If a line in the entries below includes "Math", show that line.

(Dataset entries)
=== Section Start ===

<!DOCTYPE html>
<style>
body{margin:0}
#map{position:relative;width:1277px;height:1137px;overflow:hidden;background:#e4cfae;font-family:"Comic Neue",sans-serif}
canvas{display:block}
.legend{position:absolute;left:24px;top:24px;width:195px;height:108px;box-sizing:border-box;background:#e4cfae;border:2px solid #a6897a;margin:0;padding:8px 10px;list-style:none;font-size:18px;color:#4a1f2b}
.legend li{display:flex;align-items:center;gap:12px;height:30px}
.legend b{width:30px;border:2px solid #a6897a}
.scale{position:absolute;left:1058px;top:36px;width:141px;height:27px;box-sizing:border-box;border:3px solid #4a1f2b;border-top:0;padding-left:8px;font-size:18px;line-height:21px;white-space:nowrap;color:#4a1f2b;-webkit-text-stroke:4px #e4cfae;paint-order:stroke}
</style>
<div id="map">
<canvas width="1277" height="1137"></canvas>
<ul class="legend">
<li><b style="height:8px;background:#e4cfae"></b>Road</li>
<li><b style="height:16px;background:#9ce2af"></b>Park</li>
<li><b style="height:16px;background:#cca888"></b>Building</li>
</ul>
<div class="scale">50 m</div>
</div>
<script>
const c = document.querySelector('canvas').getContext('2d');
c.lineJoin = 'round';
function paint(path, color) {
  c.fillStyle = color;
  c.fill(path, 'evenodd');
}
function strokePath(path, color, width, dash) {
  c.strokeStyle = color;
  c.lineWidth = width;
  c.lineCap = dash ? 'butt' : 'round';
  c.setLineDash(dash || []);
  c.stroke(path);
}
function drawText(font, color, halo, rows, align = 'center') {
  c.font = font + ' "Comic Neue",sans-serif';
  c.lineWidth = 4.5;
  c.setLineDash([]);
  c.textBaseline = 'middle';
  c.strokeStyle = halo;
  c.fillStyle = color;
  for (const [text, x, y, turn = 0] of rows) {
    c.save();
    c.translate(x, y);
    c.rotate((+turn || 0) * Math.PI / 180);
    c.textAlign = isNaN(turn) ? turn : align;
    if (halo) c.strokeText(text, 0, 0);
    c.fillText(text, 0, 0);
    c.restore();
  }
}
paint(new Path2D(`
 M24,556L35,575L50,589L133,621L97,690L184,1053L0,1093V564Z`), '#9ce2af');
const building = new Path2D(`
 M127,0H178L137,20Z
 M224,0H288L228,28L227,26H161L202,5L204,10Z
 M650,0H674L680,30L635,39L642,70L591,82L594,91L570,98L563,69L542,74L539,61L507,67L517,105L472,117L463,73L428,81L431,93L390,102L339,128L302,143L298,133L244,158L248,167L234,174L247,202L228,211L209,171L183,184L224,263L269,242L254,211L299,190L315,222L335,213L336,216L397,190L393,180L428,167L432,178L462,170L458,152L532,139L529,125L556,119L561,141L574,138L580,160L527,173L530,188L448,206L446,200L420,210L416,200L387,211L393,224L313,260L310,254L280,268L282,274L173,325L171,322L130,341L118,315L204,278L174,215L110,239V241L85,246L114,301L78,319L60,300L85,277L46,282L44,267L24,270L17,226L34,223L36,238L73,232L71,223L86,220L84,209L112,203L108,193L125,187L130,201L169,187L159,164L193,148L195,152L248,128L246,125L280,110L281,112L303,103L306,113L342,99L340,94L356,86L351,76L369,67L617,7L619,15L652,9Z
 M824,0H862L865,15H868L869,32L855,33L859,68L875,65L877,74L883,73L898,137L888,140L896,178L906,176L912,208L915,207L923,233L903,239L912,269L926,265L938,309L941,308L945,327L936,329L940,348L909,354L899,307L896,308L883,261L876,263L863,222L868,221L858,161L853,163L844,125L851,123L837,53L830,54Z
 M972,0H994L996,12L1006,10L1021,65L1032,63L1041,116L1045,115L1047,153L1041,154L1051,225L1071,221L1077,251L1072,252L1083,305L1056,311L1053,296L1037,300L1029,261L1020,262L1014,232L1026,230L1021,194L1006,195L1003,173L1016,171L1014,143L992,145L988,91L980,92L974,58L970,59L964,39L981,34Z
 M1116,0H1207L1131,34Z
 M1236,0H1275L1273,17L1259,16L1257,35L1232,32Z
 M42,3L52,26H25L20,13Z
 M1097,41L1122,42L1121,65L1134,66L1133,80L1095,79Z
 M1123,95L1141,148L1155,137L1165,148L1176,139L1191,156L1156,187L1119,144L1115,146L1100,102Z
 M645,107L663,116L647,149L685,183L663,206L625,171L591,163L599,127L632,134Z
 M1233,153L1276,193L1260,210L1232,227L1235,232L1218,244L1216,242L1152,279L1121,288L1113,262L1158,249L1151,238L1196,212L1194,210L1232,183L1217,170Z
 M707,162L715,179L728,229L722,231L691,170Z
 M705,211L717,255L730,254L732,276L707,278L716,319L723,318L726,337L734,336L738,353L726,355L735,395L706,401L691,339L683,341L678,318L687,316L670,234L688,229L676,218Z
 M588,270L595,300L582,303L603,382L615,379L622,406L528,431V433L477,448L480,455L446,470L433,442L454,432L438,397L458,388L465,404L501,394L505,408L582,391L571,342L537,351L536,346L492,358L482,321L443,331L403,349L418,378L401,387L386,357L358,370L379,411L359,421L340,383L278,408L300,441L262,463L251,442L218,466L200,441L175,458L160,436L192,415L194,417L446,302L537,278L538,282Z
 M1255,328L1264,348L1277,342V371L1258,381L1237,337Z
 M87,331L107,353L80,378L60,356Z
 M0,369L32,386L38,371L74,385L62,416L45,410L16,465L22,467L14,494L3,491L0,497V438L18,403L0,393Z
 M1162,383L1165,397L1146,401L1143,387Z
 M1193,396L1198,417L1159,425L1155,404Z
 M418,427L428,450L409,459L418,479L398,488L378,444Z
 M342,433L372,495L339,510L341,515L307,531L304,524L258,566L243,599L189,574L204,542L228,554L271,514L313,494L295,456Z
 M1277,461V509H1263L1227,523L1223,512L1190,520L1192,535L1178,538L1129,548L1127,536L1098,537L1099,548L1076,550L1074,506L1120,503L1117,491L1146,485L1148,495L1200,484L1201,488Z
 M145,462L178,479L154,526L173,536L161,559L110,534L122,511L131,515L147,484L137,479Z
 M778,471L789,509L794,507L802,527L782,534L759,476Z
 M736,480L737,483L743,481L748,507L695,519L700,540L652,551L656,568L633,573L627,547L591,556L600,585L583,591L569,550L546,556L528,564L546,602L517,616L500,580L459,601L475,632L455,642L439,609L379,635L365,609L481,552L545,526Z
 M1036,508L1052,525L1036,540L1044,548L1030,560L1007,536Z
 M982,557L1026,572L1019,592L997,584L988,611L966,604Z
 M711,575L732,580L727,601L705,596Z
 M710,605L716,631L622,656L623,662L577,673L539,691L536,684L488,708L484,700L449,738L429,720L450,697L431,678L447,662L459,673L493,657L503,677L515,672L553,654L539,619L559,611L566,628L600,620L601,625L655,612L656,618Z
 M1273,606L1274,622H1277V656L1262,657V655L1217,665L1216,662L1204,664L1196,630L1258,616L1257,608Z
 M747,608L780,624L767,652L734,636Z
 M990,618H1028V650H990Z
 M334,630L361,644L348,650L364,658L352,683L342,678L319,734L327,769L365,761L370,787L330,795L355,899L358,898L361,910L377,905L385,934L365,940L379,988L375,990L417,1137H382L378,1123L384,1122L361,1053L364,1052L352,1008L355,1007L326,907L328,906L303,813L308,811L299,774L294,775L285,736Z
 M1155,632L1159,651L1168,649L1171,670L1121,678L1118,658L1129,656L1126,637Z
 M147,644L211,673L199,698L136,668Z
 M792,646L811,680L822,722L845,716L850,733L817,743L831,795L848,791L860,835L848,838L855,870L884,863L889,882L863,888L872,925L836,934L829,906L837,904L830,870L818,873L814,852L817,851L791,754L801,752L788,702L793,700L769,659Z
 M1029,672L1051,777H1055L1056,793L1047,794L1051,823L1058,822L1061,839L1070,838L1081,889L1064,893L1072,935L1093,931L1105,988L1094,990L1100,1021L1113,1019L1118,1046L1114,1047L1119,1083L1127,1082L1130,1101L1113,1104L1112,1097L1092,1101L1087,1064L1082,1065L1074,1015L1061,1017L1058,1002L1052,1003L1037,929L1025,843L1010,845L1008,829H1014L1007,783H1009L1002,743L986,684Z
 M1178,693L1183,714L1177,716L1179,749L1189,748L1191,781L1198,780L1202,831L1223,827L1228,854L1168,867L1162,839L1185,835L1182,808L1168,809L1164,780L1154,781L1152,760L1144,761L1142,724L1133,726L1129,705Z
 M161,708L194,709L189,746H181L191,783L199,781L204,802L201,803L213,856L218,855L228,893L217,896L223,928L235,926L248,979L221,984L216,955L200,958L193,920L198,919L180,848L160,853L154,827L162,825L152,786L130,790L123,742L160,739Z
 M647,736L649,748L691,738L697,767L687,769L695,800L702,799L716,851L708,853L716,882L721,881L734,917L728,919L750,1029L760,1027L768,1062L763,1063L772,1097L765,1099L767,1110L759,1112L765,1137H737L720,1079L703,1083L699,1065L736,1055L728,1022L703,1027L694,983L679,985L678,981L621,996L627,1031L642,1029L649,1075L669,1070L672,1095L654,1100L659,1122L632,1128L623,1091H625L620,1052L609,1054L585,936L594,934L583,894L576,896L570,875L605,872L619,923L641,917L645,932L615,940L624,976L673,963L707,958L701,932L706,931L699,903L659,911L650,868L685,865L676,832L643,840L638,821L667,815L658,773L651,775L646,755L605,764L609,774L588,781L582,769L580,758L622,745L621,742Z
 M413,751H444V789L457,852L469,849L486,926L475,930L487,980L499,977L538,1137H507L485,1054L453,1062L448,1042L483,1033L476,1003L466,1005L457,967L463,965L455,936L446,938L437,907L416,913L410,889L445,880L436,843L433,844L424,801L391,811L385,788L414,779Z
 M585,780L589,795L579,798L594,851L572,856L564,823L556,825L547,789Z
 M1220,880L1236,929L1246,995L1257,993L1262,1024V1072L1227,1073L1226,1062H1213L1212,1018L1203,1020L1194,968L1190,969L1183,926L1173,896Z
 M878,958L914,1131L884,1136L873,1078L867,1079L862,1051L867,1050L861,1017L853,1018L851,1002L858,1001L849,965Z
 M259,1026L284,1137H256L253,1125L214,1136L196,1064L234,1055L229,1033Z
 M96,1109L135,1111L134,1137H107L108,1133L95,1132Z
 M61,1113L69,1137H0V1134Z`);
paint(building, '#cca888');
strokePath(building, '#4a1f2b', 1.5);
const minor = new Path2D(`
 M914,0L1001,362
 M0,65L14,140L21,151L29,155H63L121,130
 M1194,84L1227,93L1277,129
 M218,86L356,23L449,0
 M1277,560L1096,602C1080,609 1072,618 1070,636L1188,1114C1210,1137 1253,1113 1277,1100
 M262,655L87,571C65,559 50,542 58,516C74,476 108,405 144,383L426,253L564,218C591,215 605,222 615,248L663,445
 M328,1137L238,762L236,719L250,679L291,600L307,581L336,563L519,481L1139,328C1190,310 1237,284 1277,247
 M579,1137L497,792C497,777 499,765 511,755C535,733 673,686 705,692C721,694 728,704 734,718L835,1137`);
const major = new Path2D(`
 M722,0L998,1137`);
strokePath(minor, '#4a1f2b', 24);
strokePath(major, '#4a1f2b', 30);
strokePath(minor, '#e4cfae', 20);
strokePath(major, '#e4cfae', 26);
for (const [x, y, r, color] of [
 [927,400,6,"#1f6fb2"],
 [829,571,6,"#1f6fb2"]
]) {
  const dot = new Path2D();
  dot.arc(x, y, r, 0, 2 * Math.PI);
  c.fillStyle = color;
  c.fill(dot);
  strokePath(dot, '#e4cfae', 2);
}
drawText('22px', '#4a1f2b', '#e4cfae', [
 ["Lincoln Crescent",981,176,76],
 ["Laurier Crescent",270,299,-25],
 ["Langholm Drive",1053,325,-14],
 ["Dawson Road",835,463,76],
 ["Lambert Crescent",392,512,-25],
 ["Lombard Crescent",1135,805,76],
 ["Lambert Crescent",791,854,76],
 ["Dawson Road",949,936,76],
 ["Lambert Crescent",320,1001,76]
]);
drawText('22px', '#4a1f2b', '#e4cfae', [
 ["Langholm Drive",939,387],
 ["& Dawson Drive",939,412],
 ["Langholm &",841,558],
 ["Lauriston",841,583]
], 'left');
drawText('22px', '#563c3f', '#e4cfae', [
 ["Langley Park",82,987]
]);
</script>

=== Section End ===

(WORKED SOLUTION)
    c.rotate((+turn || 0) * Math.PI / 180);
  dot.arc(x, y, r, 0, 2 * Math.PI);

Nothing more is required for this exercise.